Arguably the best looking Android smartphone to arrive on our shores in the past couple of months, the Oppo Reno 6 is the value buy in the Reno 6 lineup. The curved edges of the Reno 6 Pro are replaced with straight, squared-off edges, and thus has resulted in a smartphone that is a clear standout visually. The 6.42-inch AMOLED display has a full-HD+ resolution, Corning Gorilla Glass 5, 90Hz refresh rate, and peak brightness of 700nits. It is powered by a MediaTek Dimensity 900 Soc that is supported by 8 gigs of RAM and 128 gigs of storage. It also gets 65W fast charging. Rs 29,990. 







Marketed heavily as the most affordable smartphone with a Snapdragon 888 chipset, the Realme GT is expected to arrive in India soon. It will feature a 6.43-inch full-HD+ AMOLED display with 120Hz refresh rate. Under the hood, the Snapdragon SoC will be ably supported by up to 12GB RAM and up to 256GB storage. The phone will get a triple rear camera setup with a 64-megapixel Sony IMX682 primary sensor. The 4,500mAh battery will support 65W fast charging (much like in the OnePlus 9 Series). Price: to be announced. 

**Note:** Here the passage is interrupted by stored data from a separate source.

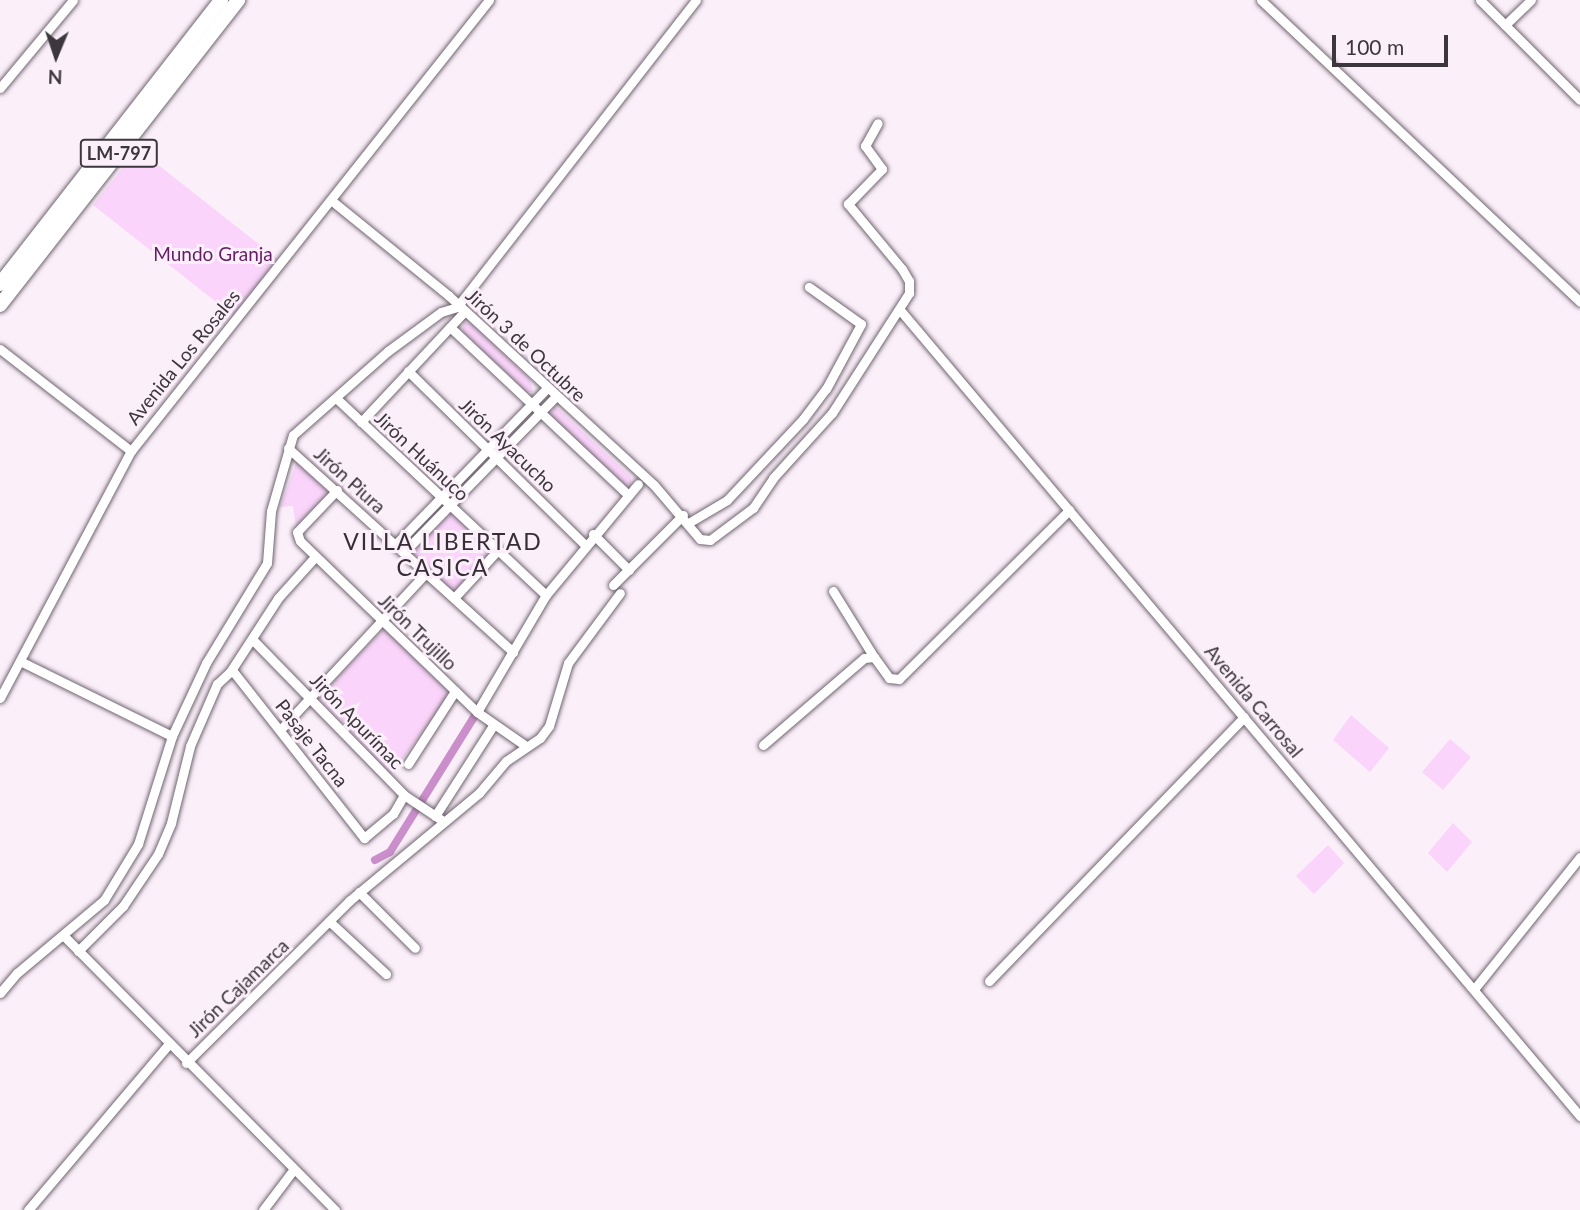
<!DOCTYPE html>
<html>
<head>
<meta charset="utf-8">
<style>
	body { margin:0 }
	#map { position:relative; width:1580px; height:1210px; overflow:hidden; background:#fbeffa; font-family:Lato,sans-serif }
	div>[style] { position:absolute }
	[style*='--x'] { left:calc(var(--x)*1px); top:calc(var(--y)*1px); width:calc(var(--w)*1px); rotate:calc(var(--a)*1deg) }
	.green>* { inset:0; background:#fad4fa }
	.canal>* { height:8px; margin:-4px; padding:0 4px; transform-origin:4px; border-radius:4px; background:#ca8eca }
	.roads { filter:drop-shadow(0 0 2px #6f656f) drop-shadow(0 0 2px #6f656f) }
	.minor>* { height:9px; margin:-4.5px; padding:0 4.5px; transform-origin:4.5px; border-radius:4.5px; background:#fff }
	.primary>* { height:14px; margin:-7px; padding:0 7px; transform-origin:7px; border-radius:7px; background:#fff }
	span { translate:-50% -50%; white-space:nowrap; text-align:center; line-height:1.15; -webkit-text-stroke:6px #fbeffa; paint-order:stroke }
	.shield-label span { padding:2px 5px; background:#fbeffa; border:2px solid; border-radius:5px; -webkit-text-stroke-width:0 }
	.shield-label { font-size:18px; color:#3c373c; font-weight:700 }
	.park-label { font-size:19px; color:#651d67 }
	.street-label { font-size:19px; color:#3c373c }
	.quarter-label { font-size:23px; color:#362d36; letter-spacing:2px }
	.north { position:absolute; left:21px; top:21px; width:70px; height:70px; -webkit-text-stroke:5px #fbeffa; paint-order:stroke; rotate:182deg; font-size:19px; font-weight:700; line-height:28px; text-align:center; color:#3c373c }
	.north::after { content:''; display:block; margin:auto; width:24px; height:32px; background:#3c373c; clip-path:polygon(50% 0,100% 100%,50% 72%,0 100%) }
	.scale { position:absolute; left:1332px; top:35px; width:116px; height:32px; box-sizing:border-box; border:4px solid #3c373c; border-top:0; padding-left:9px; font-size:21px; line-height:24px; white-space:nowrap; color:#3c373c; -webkit-text-stroke:5px #fbeffa; paint-order:stroke }
</style>
</head>
<body>
<div id="map">
	<div class="green">
		<i style="clip-path:polygon(138px 149px,279px 260px,234px 316px,93px 205px)"></i>
		<i style="clip-path:polygon(464px 323px,471px 323px,530px 379px,533px 392px,526px 392px,462px 331px)"></i>
		<i style="clip-path:polygon(554px 405px,631px 477px,631px 484px,624px 486px,551px 415px)"></i>
		<i style="clip-path:polygon(297px 461px,330px 491px,296px 527px,293px 506px,280px 507px)"></i>
		<i style="clip-path:polygon(451px 512px,493px 552px,454px 593px,412px 553px)"></i>
		<i style="clip-path:polygon(384px 629px,451px 694px,391px 774px,319px 697px)"></i>
		<i style="clip-path:polygon(1351px 715px,1389px 748px,1370px 772px,1333px 740px)"></i>
		<i style="clip-path:polygon(1450px 739px,1471px 757px,1443px 790px,1422px 772px)"></i>
		<i style="clip-path:polygon(1453px 823px,1472px 842px,1447px 872px,1428px 853px)"></i>
		<i style="clip-path:polygon(1328px 845px,1344px 863px,1314px 894px,1296px 876px)"></i>
	</div>
	<div class="canal">
		<i style="--x:375;--y:860;--w:17;--a:-28"></i>
		<i style="--x:390;--y:852;--w:165;--a:-58.1"></i>
	</div>
	<div class="roads">
		<div class="minor">
			<i style="--x:1261;--y:0;--w:439;--a:43.4"></i>
			<i style="--x:1480;--y:0;--w:141;--a:45"></i>
			<i style="--x:1505;--y:25;--w:36;--a:-44"></i>
			<i style="--x:0;--y:88;--w:114;--a:-50.3"></i>
			<i style="--x:331;--y:200;--w:151;--a:39.1"></i>
			<i style="--x:448;--y:295;--w:280;--a:42.7"></i>
			<i style="--x:654;--y:485;--w:71;--a:49.6"></i>
			<i style="--x:700;--y:539;--w:10;--a:6"></i>
			<i style="--x:710;--y:540;--w:54;--a:-36.7"></i>
			<i style="--x:753;--y:508;--w:36;--a:-56"></i>
			<i style="--x:773;--y:478;--w:88;--a:-47.8"></i>
			<i style="--x:832;--y:413;--w:143;--a:-57.3"></i>
			<i style="--x:909;--y:293;--w:12;--a:-90"></i>
			<i style="--x:909;--y:281;--w:14;--a:-120"></i>
			<i style="--x:902;--y:269;--w:85;--a:-129.7"></i>
			<i style="--x:848;--y:204;--w:49;--a:-45.8"></i>
			<i style="--x:882;--y:169;--w:29;--a:-126"></i>
			<i style="--x:865;--y:146;--w:26;--a:-61"></i>
			<i style="--x:900;--y:310;--w:1055;--a:49.85"></i>
			<i style="--x:450;--y:327;--w:245;--a:43.3"></i>
			<i style="--x:0;--y:349;--w:166;--a:37.9"></i>
			<i style="--x:408;--y:371;--w:247;--a:44.5"></i>
			<i style="--x:336;--y:398;--w:288;--a:43.2"></i>
			<i style="--x:361;--y:422;--w:149;--a:-46.9"></i>
			<i style="--x:288;--y:448;--w:304;--a:42.2"></i>
			<i style="--x:337;--y:490;--w:58;--a:133.6"></i>
			<i style="--x:297;--y:532;--w:9;--a:72"></i>
			<i style="--x:300;--y:541;--w:246;--a:44"></i>
			<i style="--x:477;--y:712;--w:60;--a:34.8"></i>
			<i style="--x:690;--y:522;--w:43;--a:-30.7"></i>
			<i style="--x:727;--y:500;--w:111;--a:-46.8"></i>
			<i style="--x:803;--y:419;--w:38;--a:-53"></i>
			<i style="--x:826;--y:389;--w:74;--a:-61.7"></i>
			<i style="--x:861;--y:324;--w:64;--a:-144.6"></i>
			<i style="--x:593;--y:534;--w:51;--a:45"></i>
			<i style="--x:396;--y:544;--w:216;--a:-45.9"></i>
			<i style="--x:404;--y:552;--w:216;--a:-45.7"></i>
			<i style="--x:613;--y:585;--w:99;--a:-45"></i>
			<i style="--x:833;--y:591;--w:78;--a:58.2"></i>
			<i style="--x:454;--y:598;--w:64;--a:-47.5"></i>
			<i style="--x:252;--y:639;--w:218;--a:45.7"></i>
			<i style="--x:404;--y:795;--w:47;--a:33.7"></i>
			<i style="--x:20;--y:661;--w:169;--a:26.3"></i>
			<i style="--x:232;--y:670;--w:214;--a:51.8"></i>
			<i style="--x:364;--y:838;--w:38;--a:-40"></i>
			<i style="--x:393;--y:814;--w:22;--a:-60"></i>
			<i style="--x:0;--y:698;--w:280;--a:-62.1"></i>
			<i style="--x:131;--y:451;--w:576;--a:-51.56"></i>
			<i style="--x:477;--y:712;--w:136;--a:-59.5"></i>
			<i style="--x:546;--y:595;--w:144;--a:-50.3"></i>
			<i style="--x:280;--y:730;--w:214;--a:-47.1"></i>
			<i style="--x:763;--y:745;--w:133;--a:-40.7"></i>
			<i style="--x:864;--y:658;--w:10;--a:-6"></i>
			<i style="--x:874;--y:657;--w:26;--a:54"></i>
			<i style="--x:889;--y:678;--w:10;--a:6"></i>
			<i style="--x:899;--y:679;--w:240;--a:-44.8"></i>
			<i style="--x:408;--y:764;--w:87;--a:-57.2"></i>
			<i style="--x:435;--y:816;--w:109;--a:-57.3"></i>
			<i style="--x:359;--y:892;--w:79;--a:45"></i>
			<i style="--x:329;--y:921;--w:78;--a:42.9"></i>
			<i style="--x:63;--y:935;--w:387;--a:45.3"></i>
			<i style="--x:78;--y:951;--w:64;--a:-45"></i>
			<i style="--x:123;--y:906;--w:63;--a:-56.1"></i>
			<i style="--x:158;--y:854;--w:34;--a:-67"></i>
			<i style="--x:171;--y:823;--w:79;--a:-76.1"></i>
			<i style="--x:190;--y:746;--w:68;--a:-66.5"></i>
			<i style="--x:217;--y:684;--w:18;--a:-43"></i>
			<i style="--x:230;--y:672;--w:88;--a:-57"></i>
			<i style="--x:278;--y:598;--w:54;--a:-48"></i>
			<i style="--x:989;--y:981;--w:367;--a:-46"></i>
			<i style="--x:1475;--y:988;--w:168;--a:-51.3"></i>
			<i style="--x:0;--y:993;--w:26;--a:-50"></i>
			<i style="--x:17;--y:973;--w:114;--a:-40"></i>
			<i style="--x:104;--y:900;--w:66;--a:-58.7"></i>
			<i style="--x:138;--y:844;--w:113;--a:-72.5"></i>
			<i style="--x:172;--y:736;--w:81;--a:-65"></i>
			<i style="--x:206;--y:663;--w:117;--a:-58.6"></i>
			<i style="--x:267;--y:563;--w:52;--a:-85.6"></i>
			<i style="--x:271;--y:511;--w:79;--a:-73.9"></i>
			<i style="--x:293;--y:435;--w:127;--a:-41.5"></i>
			<i style="--x:388;--y:351;--w:66;--a:-36.3"></i>
			<i style="--x:441;--y:312;--w:17;--a:-17"></i>
			<i style="--x:457;--y:307;--w:389;--a:-52.1"></i>
			<i style="--x:186;--y:1063;--w:230;--a:-44.8"></i>
			<i style="--x:349;--y:901;--w:169;--a:-39.7"></i>
			<i style="--x:479;--y:793;--w:42;--a:-49.8"></i>
			<i style="--x:506;--y:761;--w:41;--a:-34.1"></i>
			<i style="--x:540;--y:738;--w:15;--a:-53"></i>
			<i style="--x:549;--y:726;--w:66;--a:-73.2"></i>
			<i style="--x:568;--y:663;--w:87;--a:-53.4"></i>
			<i style="--x:28;--y:1210;--w:216;--a:-49.7"></i>
			<i style="--x:263;--y:1210;--w:51;--a:-52.9"></i>
		</div>
		<div class="primary">
			<i style="--x:0;--y:284;--w:360;--a:-52.1"></i>
			<i style="--x:0;--y:305;--w:387;--a:-52"></i>
		</div>
	</div>
	<div class="shield-label">
		<span style="left:119px;top:153px">LM-797</span>
	</div>
	<div class="park-label">
		<span style="left:213px;top:254px">Mundo Granja</span>
	</div>
	<div class="street-label">
		<span style="left:526px;top:345px;rotate:43deg">Jirón 3 de Octubre</span>
		<span style="left:183px;top:357px;rotate:-51deg">Avenida Los Rosales</span>
		<span style="left:508px;top:445px;rotate:44deg">Jirón Ayacucho</span>
		<span style="left:422px;top:456px;rotate:43deg">Jirón Huánuco</span>
		<span style="left:350px;top:480px;rotate:42deg">Jirón Piura</span>
		<span style="left:418px;top:632px;rotate:44deg">Jirón Trujillo</span>
		<span style="left:1254px;top:701px;rotate:50deg">Avenida Carrosal</span>
		<span style="left:357px;top:721px;rotate:46deg">Jirón Apurímac</span>
		<span style="left:312px;top:743px;rotate:52deg">Pasaje Tacna</span>
		<span style="left:238px;top:988px;rotate:-44deg">Jirón Cajamarca</span>
	</div>
	<div class="quarter-label">
		<span style="left:443px;top:554px">VILLA LIBERTAD<br>CASICA</span>
	</div>
	<div class="north">N</div>
	<div class="scale">100 m</div>
</div>
</body>
</html>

Taking on the very popular Samsung M51 is the Vivo Y53s. Boasting a 64-megapixel primary camera in a triple camera setup, the newest Y Series smartphone from Vivo is pitched as a great camera smartphone for the price. With 33W fast charging, it outdoes the Samsung when it comes to charging speeds. It features a 6.58-inch full-HD+ display with a standard 60Hz refresh rate along with a 20:9 aspect ratio. The Y53s is powered by an octa-core MediaTek Helio G80 SoC, paired with 8GB of RAM. It gets a 128GB of onboard storage, and 3GB of what Vivo likes to call ‘Extended RAM’ — essentially using the internal storage for multitasking. Rs. 19,490.